Qui per la prima parte
3. Nel cerchio, fuori dal cerchio
Nel 1531 viene pubblicato per la prima volta il De Occulta Philosophia, un compendio di filosofia rinascimentale, misticismo, teologia, magia e scienza a opera di Agrippa. Qui Agrippa descrive come la realtà sia principalmente suddivisa in tre differenti mondi: il primo, elementale, è rappresentato dal mondo naturale; il secondo, celestiale, si costituisce nel cosmo; il terzo, intellettuale, indica la dimensione di derivazione neoplatonica costituita dall’Uno e delle sue ipostasi, quindi da Dio e dalle tradizionali figure intermedie, come angeli e demoni. In Agrippa emerge come il mondo possieda delle qualità nascoste sotto alla propria apparenza: esso, in qualità di mondo occulto, sarebbe accessibile solo di tanto in tanto rivelandoci ciò che per noi è ignoto1.
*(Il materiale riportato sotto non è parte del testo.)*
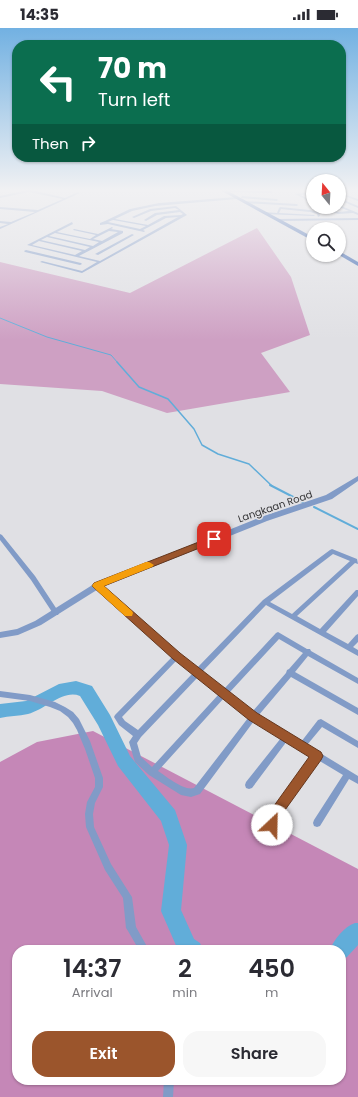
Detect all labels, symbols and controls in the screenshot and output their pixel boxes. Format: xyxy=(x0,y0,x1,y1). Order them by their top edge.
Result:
text: 14:35 xyxy=(20,4,59,25)
text: 70 m xyxy=(98,49,167,88)
icon: left xyxy=(32,56,84,108)
text: Turn left xyxy=(98,87,170,112)
icon: right xyxy=(77,132,99,154)
text: Then xyxy=(32,133,69,154)
north arrow xyxy=(306,174,346,214)
map controls xyxy=(306,174,346,262)
button: search xyxy=(306,222,346,262)
street label: Langkaan Road xyxy=(236,487,314,526)
pin xyxy=(197,522,231,556)
icon: arrive xyxy=(203,528,225,550)
position arrow xyxy=(251,804,293,846)
text: 14:37 xyxy=(63,952,121,985)
text: 2 xyxy=(178,952,192,985)
text: 450 xyxy=(248,952,295,985)
text: Arrival xyxy=(72,983,113,1002)
text: min xyxy=(172,983,197,1002)
text: m xyxy=(265,983,278,1002)
button: Exit xyxy=(32,1031,175,1077)
button: Share xyxy=(183,1031,326,1077)

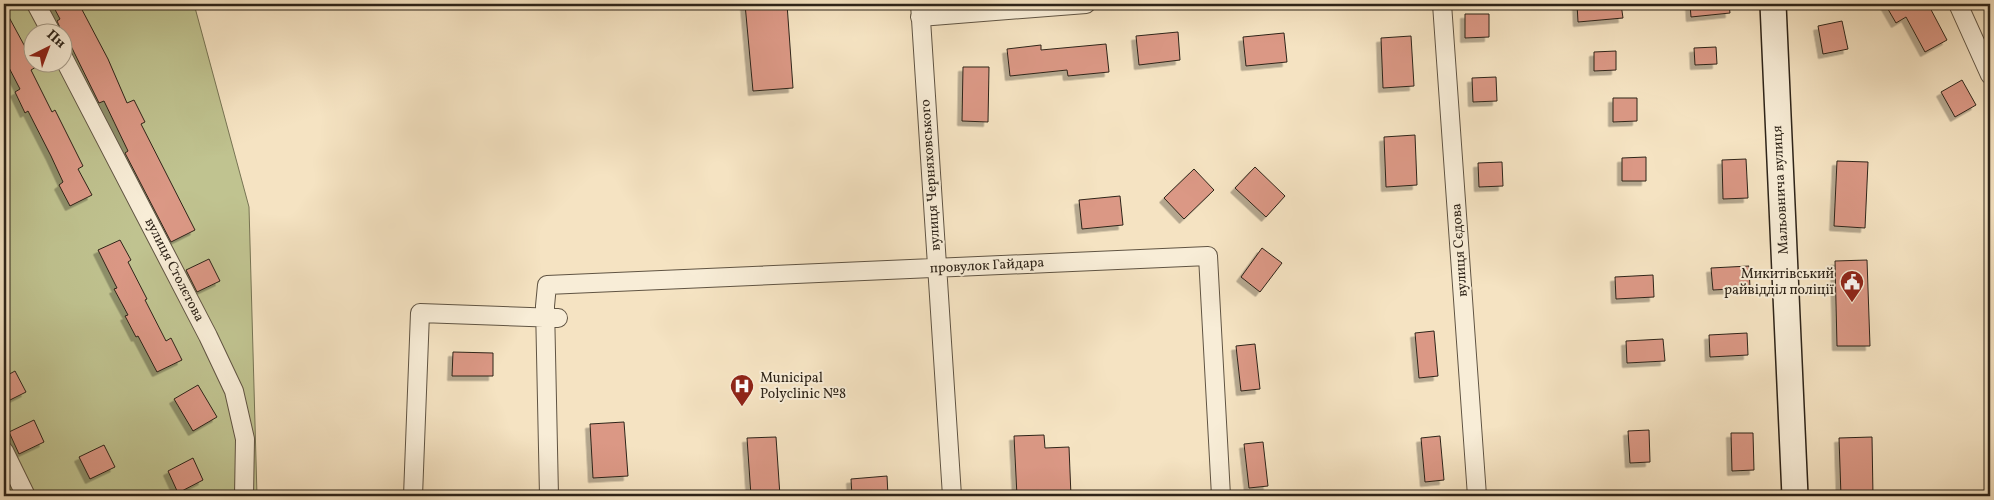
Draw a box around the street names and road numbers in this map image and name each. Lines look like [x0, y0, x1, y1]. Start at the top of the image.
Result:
street label: вулиця Черняховського [916, 99, 946, 251]
street label: Мальовнича вулиця [1768, 125, 1794, 255]
street label: вулиця Сєдова [1447, 203, 1473, 297]
street label: вулиця Столєтова [140, 215, 208, 325]
street label: провулок Гайдара [929, 254, 1045, 278]

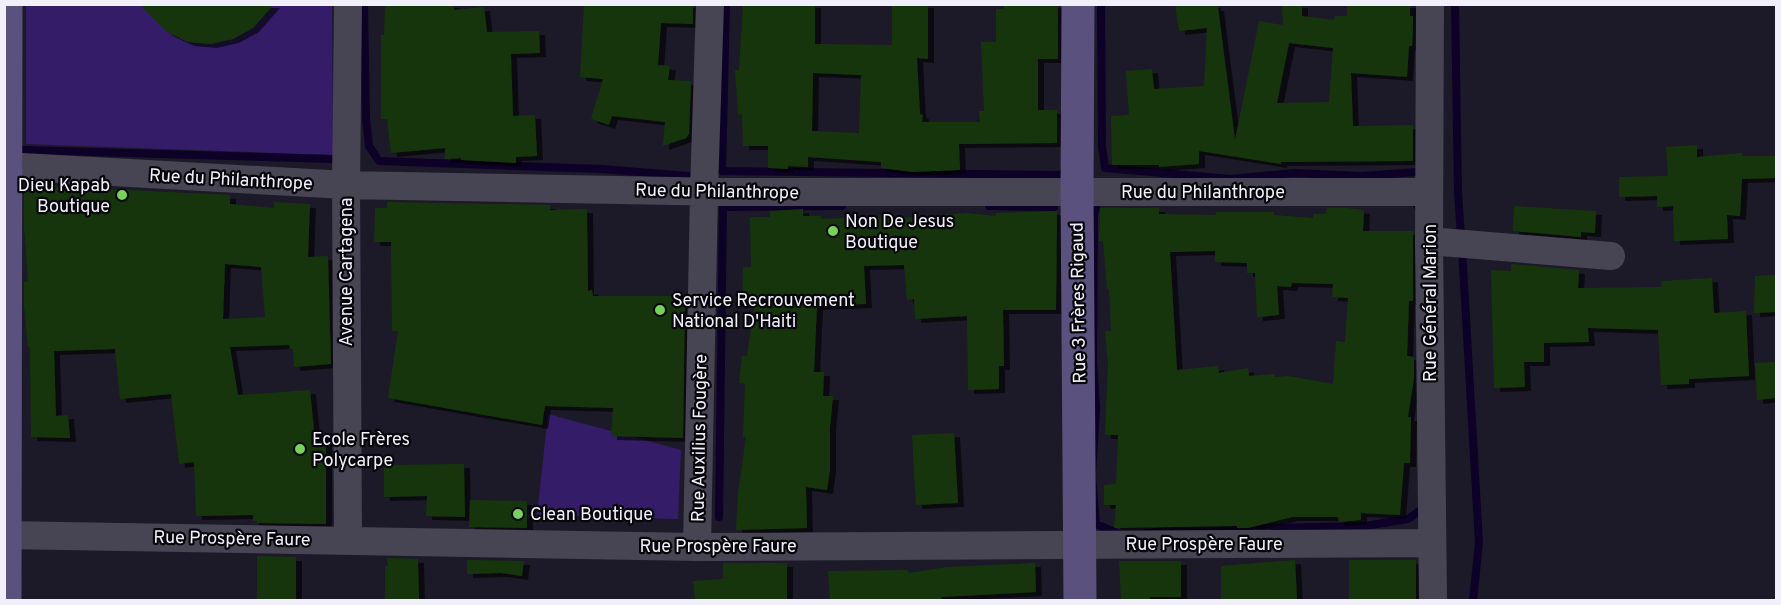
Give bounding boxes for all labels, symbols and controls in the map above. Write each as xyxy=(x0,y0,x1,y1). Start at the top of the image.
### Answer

Contrariamente a quanto avviene nel mondo-per-noi thackeriano, in Agrippa permane il sostrato di una nozione di mondo occulto in senso assoluto, un mondo sconosciuto e inconoscibile che opera un doppio nascondimento in cui l’essere umano ricopre un ruolo contingente: il mondo nascosto è il mondo che non si piega alla volontà interpretativa, «il differenziale tra il mondo-per-noi e il mondo in quanto mondo-in-sé» (Thacker 2019, 63). Secondo Thacker la nozione “nascondimento del mondo” non risulta sufficientemente chiara:
Il nascondimento del mondo non è solo il mondo-in-sé, poiché il mondo-in-sé è per sua definizione assolutamente separato da noi, in quanto esseri umani che abitano nel mondo (…). Quando il mondo-in-sé diviene occultato o «nascosto» ha luogo un (…) movimento, attraverso il quale il mondo-in-sé ci si manifesta senza perciò divenire pienamente accessibile (Thacker 2019, 63).
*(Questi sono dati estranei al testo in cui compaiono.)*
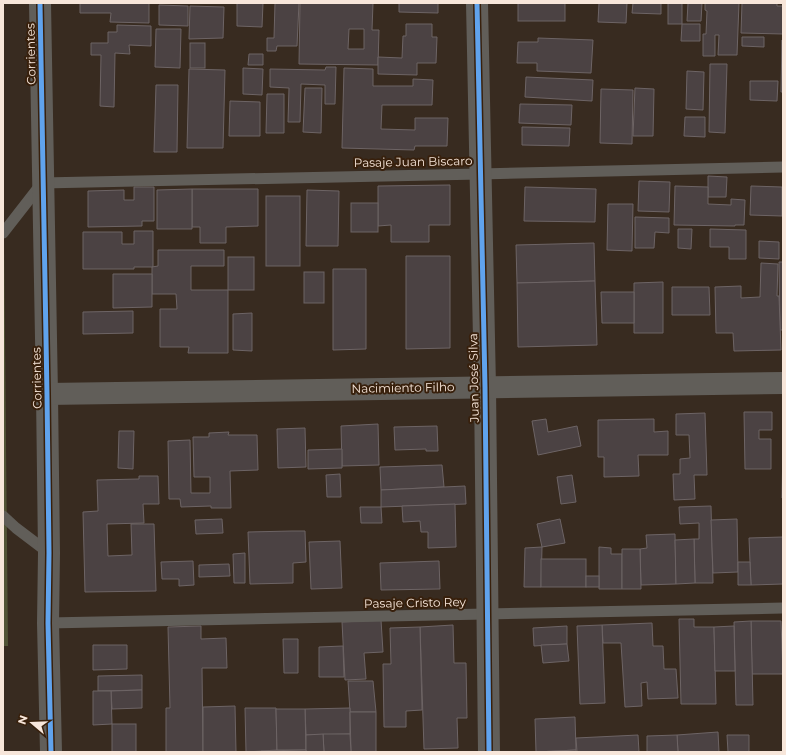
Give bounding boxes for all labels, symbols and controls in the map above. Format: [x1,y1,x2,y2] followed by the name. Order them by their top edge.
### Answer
[22,23,39,85] street label: Corrientes
[354,153,472,170] street label: Pasaje Juan Biscaro
[465,333,482,424] street label: Juan José Silva
[28,347,45,409] street label: Corrientes
[351,379,455,396] street label: Nacimiento Filho
[364,594,467,611] street label: Pasaje Cristo Rey
[12,703,52,743] north arrow
[14,713,31,726] text: N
Il mondo-in-sé si rivela non attraverso il mondo-per-noi, ma come mondo-in-sé-per-noi, come un’entità che, nel suo rivelarsi, continua a dialogare con il punto di vista antropocentrico: in questo modo il nascondimento «rappresenta un mondo per il quale l’idea di provvidenza divina o il principio scientifico di ragion sufficiente risultano entrambi del tutto insufficienti» (Thacker 2019, 63). Se nella filosofia occulta agrippiana il mondo si nasconde in vista di un disvelamento, nella filosofia occulta contemporanea il mondo si rivela come nascondimento: nel primo caso siamo davanti a una conoscenza nascosta di un mondo manifesto, nel secondo a una conoscenza manifesta del nascondimento del mondo. In Agrippa l’esterno rimane una dimensione in ultima istanza conoscibile attraverso l’unione tra mondo elementale e mondo intellettuale: essendo la conoscenza a essere nascosta, essa può disvelarsi e portare con sé il carico di significato del mondo; nell’attuale filosofia occulta, essendo il mondo a essere nascosto, esso può emergere e venire conosciuto solo all’interno della sua sovrastruttura, ovvero in qualità di nascondimento stesso. Questa nuova filosofia risulta pertanto «antiumanista, avendo come proprio metodo il disvelamento del non-umano in quanto limite del pensiero» (Thacker 2019, 64).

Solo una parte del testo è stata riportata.